▶ **PROMPT**
Return the data below, unchanged.

(Stored entries)
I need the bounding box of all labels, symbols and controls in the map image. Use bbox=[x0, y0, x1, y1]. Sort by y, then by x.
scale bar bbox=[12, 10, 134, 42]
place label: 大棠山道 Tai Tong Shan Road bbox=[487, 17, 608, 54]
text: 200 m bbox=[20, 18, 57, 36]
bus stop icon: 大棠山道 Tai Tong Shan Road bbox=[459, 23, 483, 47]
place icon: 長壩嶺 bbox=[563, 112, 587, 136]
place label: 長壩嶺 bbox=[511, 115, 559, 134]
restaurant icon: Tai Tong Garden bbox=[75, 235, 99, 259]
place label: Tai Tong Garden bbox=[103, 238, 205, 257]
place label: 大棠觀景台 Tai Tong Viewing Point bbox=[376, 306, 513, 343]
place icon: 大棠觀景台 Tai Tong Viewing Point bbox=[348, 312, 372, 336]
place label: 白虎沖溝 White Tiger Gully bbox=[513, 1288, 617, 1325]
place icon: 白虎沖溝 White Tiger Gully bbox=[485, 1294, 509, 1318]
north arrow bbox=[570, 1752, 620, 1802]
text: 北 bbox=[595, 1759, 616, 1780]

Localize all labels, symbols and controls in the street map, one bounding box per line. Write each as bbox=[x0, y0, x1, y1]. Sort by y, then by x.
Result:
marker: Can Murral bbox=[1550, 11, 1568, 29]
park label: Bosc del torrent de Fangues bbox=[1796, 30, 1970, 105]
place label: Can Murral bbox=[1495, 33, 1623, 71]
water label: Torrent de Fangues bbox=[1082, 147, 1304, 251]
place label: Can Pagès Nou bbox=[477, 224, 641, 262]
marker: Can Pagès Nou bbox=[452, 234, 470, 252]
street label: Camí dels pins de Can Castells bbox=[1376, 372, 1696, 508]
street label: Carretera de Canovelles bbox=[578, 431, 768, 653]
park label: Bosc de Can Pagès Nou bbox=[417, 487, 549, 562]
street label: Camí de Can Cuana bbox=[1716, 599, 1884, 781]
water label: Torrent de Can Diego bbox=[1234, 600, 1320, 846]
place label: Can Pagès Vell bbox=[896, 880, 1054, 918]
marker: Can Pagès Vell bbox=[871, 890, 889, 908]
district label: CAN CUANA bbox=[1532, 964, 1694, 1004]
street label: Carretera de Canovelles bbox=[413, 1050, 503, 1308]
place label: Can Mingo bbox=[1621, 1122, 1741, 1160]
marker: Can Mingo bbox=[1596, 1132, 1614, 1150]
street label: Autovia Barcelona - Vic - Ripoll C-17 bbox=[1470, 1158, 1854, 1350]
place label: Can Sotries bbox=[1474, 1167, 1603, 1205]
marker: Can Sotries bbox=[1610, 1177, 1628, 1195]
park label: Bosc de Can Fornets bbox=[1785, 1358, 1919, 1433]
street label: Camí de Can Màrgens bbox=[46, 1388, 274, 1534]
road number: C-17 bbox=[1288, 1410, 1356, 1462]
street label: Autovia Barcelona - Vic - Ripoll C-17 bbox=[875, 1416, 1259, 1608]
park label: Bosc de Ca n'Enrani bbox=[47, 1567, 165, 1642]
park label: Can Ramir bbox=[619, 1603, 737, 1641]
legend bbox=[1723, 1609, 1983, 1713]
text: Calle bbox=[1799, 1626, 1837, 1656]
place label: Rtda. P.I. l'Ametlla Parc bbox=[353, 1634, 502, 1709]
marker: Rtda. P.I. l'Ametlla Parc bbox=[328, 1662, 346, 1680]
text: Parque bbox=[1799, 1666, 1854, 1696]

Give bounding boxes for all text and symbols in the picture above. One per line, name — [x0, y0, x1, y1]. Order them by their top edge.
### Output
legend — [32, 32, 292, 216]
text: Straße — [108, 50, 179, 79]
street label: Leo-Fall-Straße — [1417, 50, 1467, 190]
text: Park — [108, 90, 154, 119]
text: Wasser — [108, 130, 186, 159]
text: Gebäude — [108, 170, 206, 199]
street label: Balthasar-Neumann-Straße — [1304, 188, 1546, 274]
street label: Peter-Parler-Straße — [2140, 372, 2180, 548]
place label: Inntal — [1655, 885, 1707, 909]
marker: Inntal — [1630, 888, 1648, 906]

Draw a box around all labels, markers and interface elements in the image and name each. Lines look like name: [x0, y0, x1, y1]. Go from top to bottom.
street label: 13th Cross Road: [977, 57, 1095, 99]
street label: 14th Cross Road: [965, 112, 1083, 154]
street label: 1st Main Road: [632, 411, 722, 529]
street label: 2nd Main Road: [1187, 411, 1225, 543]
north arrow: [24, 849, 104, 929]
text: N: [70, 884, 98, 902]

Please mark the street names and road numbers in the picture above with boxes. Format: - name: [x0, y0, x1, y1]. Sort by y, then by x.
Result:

▶ **TASK OUTPUT**
I need the bounding box of all labels, symbols and controls in the map image. Use bbox=[x0, y0, x1, y1]. Sort by y, then by x.
scale bar bbox=[12, 10, 134, 42]
place label: 大棠山道 Tai Tong Shan Road bbox=[487, 17, 608, 54]
text: 200 m bbox=[20, 18, 57, 36]
bus stop icon: 大棠山道 Tai Tong Shan Road bbox=[459, 23, 483, 47]
place icon: 長壩嶺 bbox=[563, 112, 587, 136]
place label: 長壩嶺 bbox=[511, 115, 559, 134]
restaurant icon: Tai Tong Garden bbox=[75, 235, 99, 259]
place label: Tai Tong Garden bbox=[103, 238, 205, 257]
place label: 大棠觀景台 Tai Tong Viewing Point bbox=[376, 306, 513, 343]
place icon: 大棠觀景台 Tai Tong Viewing Point bbox=[348, 312, 372, 336]
place label: 白虎沖溝 White Tiger Gully bbox=[513, 1288, 617, 1325]
place icon: 白虎沖溝 White Tiger Gully bbox=[485, 1294, 509, 1318]
north arrow bbox=[570, 1752, 620, 1802]
text: 北 bbox=[595, 1759, 616, 1780]

Localize all labels, symbols and controls in the street map, one bounding box per line. Write each as bbox=[x0, y0, x1, y1]. Sort by y, then by x.
Result:
marker: Can Murral bbox=[1550, 11, 1568, 29]
park label: Bosc del torrent de Fangues bbox=[1796, 30, 1970, 105]
place label: Can Murral bbox=[1495, 33, 1623, 71]
water label: Torrent de Fangues bbox=[1082, 147, 1304, 251]
place label: Can Pagès Nou bbox=[477, 224, 641, 262]
marker: Can Pagès Nou bbox=[452, 234, 470, 252]
street label: Camí dels pins de Can Castells bbox=[1376, 372, 1696, 508]
street label: Carretera de Canovelles bbox=[578, 431, 768, 653]
park label: Bosc de Can Pagès Nou bbox=[417, 487, 549, 562]
street label: Camí de Can Cuana bbox=[1716, 599, 1884, 781]
water label: Torrent de Can Diego bbox=[1234, 600, 1320, 846]
place label: Can Pagès Vell bbox=[896, 880, 1054, 918]
marker: Can Pagès Vell bbox=[871, 890, 889, 908]
district label: CAN CUANA bbox=[1532, 964, 1694, 1004]
street label: Carretera de Canovelles bbox=[413, 1050, 503, 1308]
place label: Can Mingo bbox=[1621, 1122, 1741, 1160]
marker: Can Mingo bbox=[1596, 1132, 1614, 1150]
street label: Autovia Barcelona - Vic - Ripoll C-17 bbox=[1470, 1158, 1854, 1350]
place label: Can Sotries bbox=[1474, 1167, 1603, 1205]
marker: Can Sotries bbox=[1610, 1177, 1628, 1195]
park label: Bosc de Can Fornets bbox=[1785, 1358, 1919, 1433]
street label: Camí de Can Màrgens bbox=[46, 1388, 274, 1534]
road number: C-17 bbox=[1288, 1410, 1356, 1462]
street label: Autovia Barcelona - Vic - Ripoll C-17 bbox=[875, 1416, 1259, 1608]
park label: Bosc de Ca n'Enrani bbox=[47, 1567, 165, 1642]
park label: Can Ramir bbox=[619, 1603, 737, 1641]
legend bbox=[1723, 1609, 1983, 1713]
text: Calle bbox=[1799, 1626, 1837, 1656]
place label: Rtda. P.I. l'Ametlla Parc bbox=[353, 1634, 502, 1709]
marker: Rtda. P.I. l'Ametlla Parc bbox=[328, 1662, 346, 1680]
text: Parque bbox=[1799, 1666, 1854, 1696]

Give bounding boxes for all text and symbols in the picture above. One per line, name — [x0, y0, x1, y1]. Order them by their top edge.
### Output
legend — [32, 32, 292, 216]
text: Straße — [108, 50, 179, 79]
street label: Leo-Fall-Straße — [1417, 50, 1467, 190]
text: Park — [108, 90, 154, 119]
text: Wasser — [108, 130, 186, 159]
text: Gebäude — [108, 170, 206, 199]
street label: Balthasar-Neumann-Straße — [1304, 188, 1546, 274]
street label: Peter-Parler-Straße — [2140, 372, 2180, 548]
place label: Inntal — [1655, 885, 1707, 909]
marker: Inntal — [1630, 888, 1648, 906]

Draw a box around all labels, markers and interface elements in the image and name each. Lines look like name: [x0, y0, x1, y1]. Go from top to bottom.
street label: 13th Cross Road: [977, 57, 1095, 99]
street label: 14th Cross Road: [965, 112, 1083, 154]
street label: 1st Main Road: [632, 411, 722, 529]
street label: 2nd Main Road: [1187, 411, 1225, 543]
north arrow: [24, 849, 104, 929]
text: N: [70, 884, 98, 902]

Please mark the street names and road numbers in the picture above with boxes. Format: - name: [x0, y0, x1, y1]. Sort by y, then by x.
Result:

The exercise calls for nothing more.